Katharine Hepburn:
“You don’t have to act. Let the camera do the work.”
(By Carmichael Phillips)
“Don’t act! You don’t have to act. Stop acting. Don’t push! Let the camera do the work.”
(Katharine Hepburn)
In 1968, a young Anthony Hopkins was set to make his film debut. It was his first major movie role and the start of what would become a brilliant career.
The role he played was Richard the Lionheart. The film was called The Lion in Winter, a historical drama about the royal family of Henry II of England. It was based on a play by James Goldman.
Hopkins wasn’t the only screen legend in that movie. He was joined by a legend much bigger than himself: Katharine Hepburn, named by the American Film Institute as the greatest female star of classic Hollywood cinema in 1999. Hepburn played his mother, Eleanor of Aquitaine, in the film.
Hepburn, who at that time was a two-time Academy Award winning actress, had already forgotten more about the craft of acting than the young Anthony Hopkins knew. During the process of filming, Hepburn offered Hopkins a bit of advice about acting in film.
“She said, ‘Let me give you some advice. I’ll just tell you something. Don’t act!” recalled Hopkins.
“You don’t have to act. Stop acting. Don’t push! Let the camera do the work.”

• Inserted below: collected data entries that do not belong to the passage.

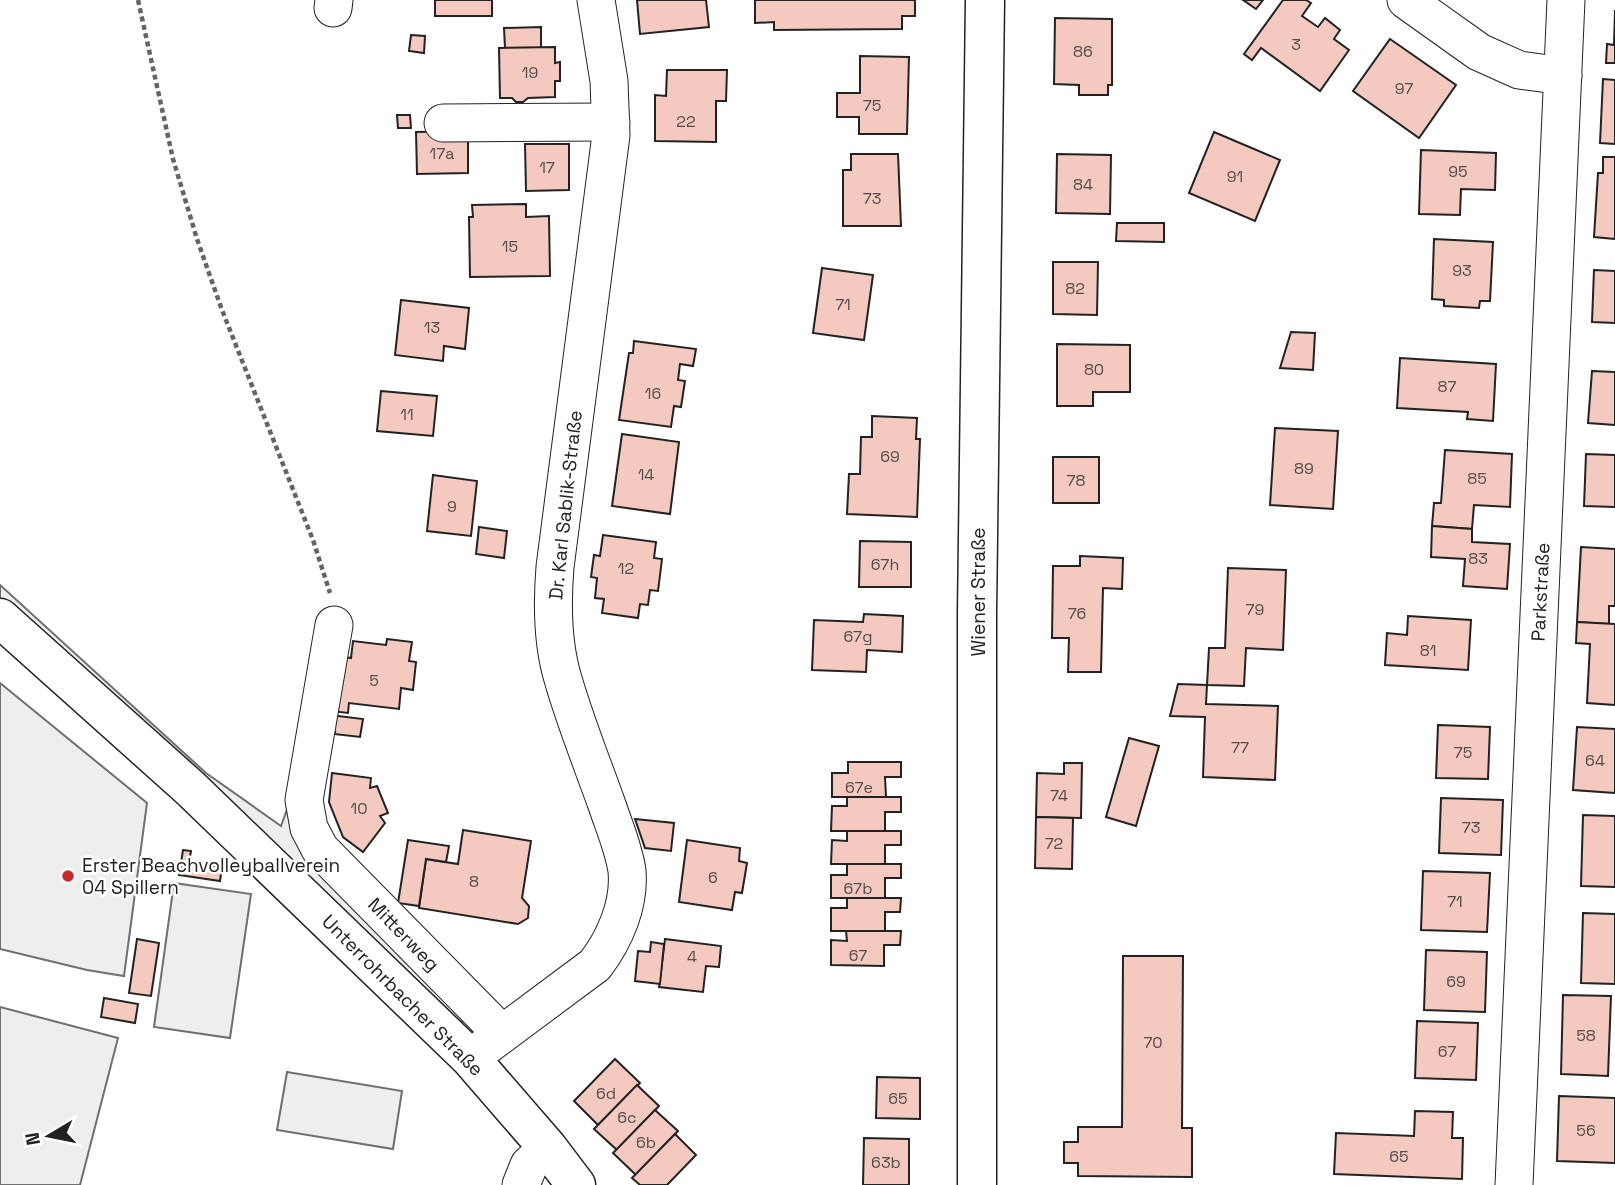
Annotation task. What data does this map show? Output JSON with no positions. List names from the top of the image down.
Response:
{
  "streets": {
    "main road": ["Wiener Straße", "Unterrohrbacher Straße"],
    "street": ["Dr. Karl Sablik-Straße", "Parkstraße", "Mitterweg"]
  },
  "crossings": [
    ["Dr. Karl Sablik-Straße", "Mitterweg"],
    ["Dr. Karl Sablik-Straße", "Unterrohrbacher Straße"]
  ],
  "places": ["Erster Beachvolleyballverein 04 Spillern"],
  "house_numbers": [
    "3",
    "86",
    "19",
    "97",
    "75",
    "22",
    "17a",
    "17",
    "95",
    "91",
    "84",
    "73",
    "15",
    "93",
    "82",
    "71",
    "13",
    "80",
    "87",
    "16",
    "11",
    "69",
    "89",
    "14",
    "85",
    "78",
    "9",
    "83",
    "67h",
    "12",
    "79",
    "76",
    "67g",
    "81",
    "5",
    "77",
    "75",
    "64",
    "67e",
    "74",
    "10",
    "73",
    "72",
    "6",
    "8",
    "67b",
    "71",
    "67",
    "4",
    "69",
    "58",
    "70",
    "67",
    "6d",
    "65",
    "6c",
    "56",
    "6b",
    "65",
    "63b"
  ],
  "north": "left"
}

“Her general rule was, just keep it simple. Do less!”
“Her general rule was, just keep it simple. Do less!”
(Anthony Hopkins)
Katharine Hepburn went on to prove that her advice to Hopkins wasn’t just a bunch of hot air. She backed it up. For her role in The Lion in Winter, Hepburn won yet another Academy Award for Best Actress. She would eventually finish her career with four such awards.
Hopkins applied her advice to his career. In the process, he himself would earn an Academy Award for Best Actor in Silence of the Lambs (1991). In 2020, he was again nominated for his role in The Father, making him the oldest actor to ever receive an Oscar nomination for Best Actor.